I have a problem with zsh and recent kernels when I try to use ctrl-c or ctrl-z. It seems to have started after 2.6.16-rc1-git4. I can currently see it in 2.6.16rc2. I started with zsh-4.2.5 and I have tried 4.2.6 too. I sort of tried 4.3.0 cvs, and it didn't seem to work either. But since I couldn't get it packaged, and had errors with it, I am not sure with it.

The behavior seems to have changed with the recently kernel releases. When I first noticed it I could ctrl-c repeatedly until I ran ls | less and then quit out. Now if I just try to ctrl-c a second time at the prompt ctrl-c stops working. If I go back to 2.6.16-rc1-git4 or older it works every time. I suspect it is a bug or bugs in signals.c.

I originally thought it was a kernel bug, in that if I ran bash from zsh I had the same problem. Today I tried bash directly and it works on the latest kernel releases. It still could be a bug in the kernel, but I suspect it is just a change in behavior of the kernel and zsh needs to deal with it. The url for my bug report to Red Hat is below.

https://bugzilla.redhat.com/bugzilla/show_bug.cgi?id=178882

First off, "recent kernels" is meaningless.
I have very recent FreeBSD and SCO Open Server kernels that do not display any such problem with any version of zsh.

Secondly, "ctrl-c" is likewise meaningless, at least until we establish that the kernel in question must be Linux, and that you haven't used stty to change the interrupt key from it'sdefault.

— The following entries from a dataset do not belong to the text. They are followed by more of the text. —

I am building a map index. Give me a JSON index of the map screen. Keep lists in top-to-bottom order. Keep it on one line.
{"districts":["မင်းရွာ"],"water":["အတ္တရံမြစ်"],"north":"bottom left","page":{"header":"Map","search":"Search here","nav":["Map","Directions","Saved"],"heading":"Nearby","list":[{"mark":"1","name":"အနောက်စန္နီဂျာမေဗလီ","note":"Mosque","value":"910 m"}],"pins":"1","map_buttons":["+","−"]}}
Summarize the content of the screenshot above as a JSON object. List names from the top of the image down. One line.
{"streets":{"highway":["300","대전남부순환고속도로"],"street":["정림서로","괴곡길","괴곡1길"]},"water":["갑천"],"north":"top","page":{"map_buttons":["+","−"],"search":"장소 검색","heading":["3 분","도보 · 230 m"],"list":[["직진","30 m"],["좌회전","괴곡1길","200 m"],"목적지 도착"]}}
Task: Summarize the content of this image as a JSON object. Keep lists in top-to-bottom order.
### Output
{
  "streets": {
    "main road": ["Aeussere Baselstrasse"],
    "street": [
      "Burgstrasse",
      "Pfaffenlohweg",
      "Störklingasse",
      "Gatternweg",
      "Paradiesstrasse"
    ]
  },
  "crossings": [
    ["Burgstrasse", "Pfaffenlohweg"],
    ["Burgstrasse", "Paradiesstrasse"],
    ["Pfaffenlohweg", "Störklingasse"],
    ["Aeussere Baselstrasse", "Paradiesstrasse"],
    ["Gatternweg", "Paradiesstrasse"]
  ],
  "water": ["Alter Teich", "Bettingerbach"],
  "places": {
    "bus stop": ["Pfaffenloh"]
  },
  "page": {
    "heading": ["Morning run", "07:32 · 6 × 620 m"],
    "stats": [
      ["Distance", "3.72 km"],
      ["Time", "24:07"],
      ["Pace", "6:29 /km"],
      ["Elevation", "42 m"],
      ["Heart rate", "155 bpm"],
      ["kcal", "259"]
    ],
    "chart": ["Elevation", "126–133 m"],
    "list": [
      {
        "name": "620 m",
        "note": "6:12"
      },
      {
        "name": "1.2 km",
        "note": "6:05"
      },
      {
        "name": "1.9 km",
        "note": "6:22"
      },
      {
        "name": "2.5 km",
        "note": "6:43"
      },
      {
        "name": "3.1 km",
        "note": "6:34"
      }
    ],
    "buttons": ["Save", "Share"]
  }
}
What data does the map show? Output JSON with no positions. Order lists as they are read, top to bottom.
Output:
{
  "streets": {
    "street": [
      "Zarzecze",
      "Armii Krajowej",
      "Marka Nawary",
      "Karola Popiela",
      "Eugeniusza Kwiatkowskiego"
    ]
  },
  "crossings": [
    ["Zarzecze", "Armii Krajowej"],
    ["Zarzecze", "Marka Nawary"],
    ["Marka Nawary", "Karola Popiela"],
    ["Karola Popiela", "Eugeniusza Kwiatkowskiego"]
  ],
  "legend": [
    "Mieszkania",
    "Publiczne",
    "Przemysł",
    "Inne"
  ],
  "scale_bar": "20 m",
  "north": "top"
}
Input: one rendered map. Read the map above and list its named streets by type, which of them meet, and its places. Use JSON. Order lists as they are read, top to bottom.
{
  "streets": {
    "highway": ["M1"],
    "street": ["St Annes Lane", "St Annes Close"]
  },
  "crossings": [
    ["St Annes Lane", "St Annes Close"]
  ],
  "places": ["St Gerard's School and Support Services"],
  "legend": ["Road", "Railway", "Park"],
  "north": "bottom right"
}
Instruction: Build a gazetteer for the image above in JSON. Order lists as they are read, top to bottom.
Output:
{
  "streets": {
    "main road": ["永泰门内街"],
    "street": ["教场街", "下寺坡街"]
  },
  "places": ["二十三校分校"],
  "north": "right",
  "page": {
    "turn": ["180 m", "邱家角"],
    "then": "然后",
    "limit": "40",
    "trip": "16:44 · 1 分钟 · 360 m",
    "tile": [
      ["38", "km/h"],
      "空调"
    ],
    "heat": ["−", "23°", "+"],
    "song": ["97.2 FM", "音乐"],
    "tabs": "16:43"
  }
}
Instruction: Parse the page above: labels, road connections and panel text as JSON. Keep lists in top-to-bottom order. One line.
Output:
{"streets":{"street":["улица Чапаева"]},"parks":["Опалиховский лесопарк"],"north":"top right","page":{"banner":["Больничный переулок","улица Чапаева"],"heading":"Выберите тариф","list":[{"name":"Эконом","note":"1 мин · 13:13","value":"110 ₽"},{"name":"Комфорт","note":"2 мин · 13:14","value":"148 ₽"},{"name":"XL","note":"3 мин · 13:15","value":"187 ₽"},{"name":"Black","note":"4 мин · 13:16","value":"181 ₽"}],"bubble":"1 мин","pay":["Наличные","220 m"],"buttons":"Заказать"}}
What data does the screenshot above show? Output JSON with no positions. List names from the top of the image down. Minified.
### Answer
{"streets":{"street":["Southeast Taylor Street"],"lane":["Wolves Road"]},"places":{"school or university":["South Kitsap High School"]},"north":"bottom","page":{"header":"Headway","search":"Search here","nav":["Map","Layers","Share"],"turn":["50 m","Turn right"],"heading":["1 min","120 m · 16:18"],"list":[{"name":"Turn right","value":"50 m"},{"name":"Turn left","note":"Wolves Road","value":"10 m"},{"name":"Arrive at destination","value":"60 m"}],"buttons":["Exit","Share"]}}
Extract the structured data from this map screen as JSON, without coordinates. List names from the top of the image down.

Thirdly, unlike the 2 points above which can be deduced because eventually at the end you mentioned RedHat, another important fact can't be deduced, which is what kind of terminal (or trail of terminals) is this failure appearing on? The console? xterm? rxvt/gnometerm/other xterm-alike? one of the bezillion windows terminal emulators? and the communication layer? ssh? telnet? rlogin? serial? local socket? X over tcp-ip? Vnc? Several of the above thus eliminating any one as the culprit?

Using all three of putty over ssh, the console, and rxvt, on all three of freebsd, sco open server, and suse 10.0 (linux 2.6.13 smp kernel) (9 different tests), I do not see a problem with the break key (no mater what I set "intr" to, including ctrl-c)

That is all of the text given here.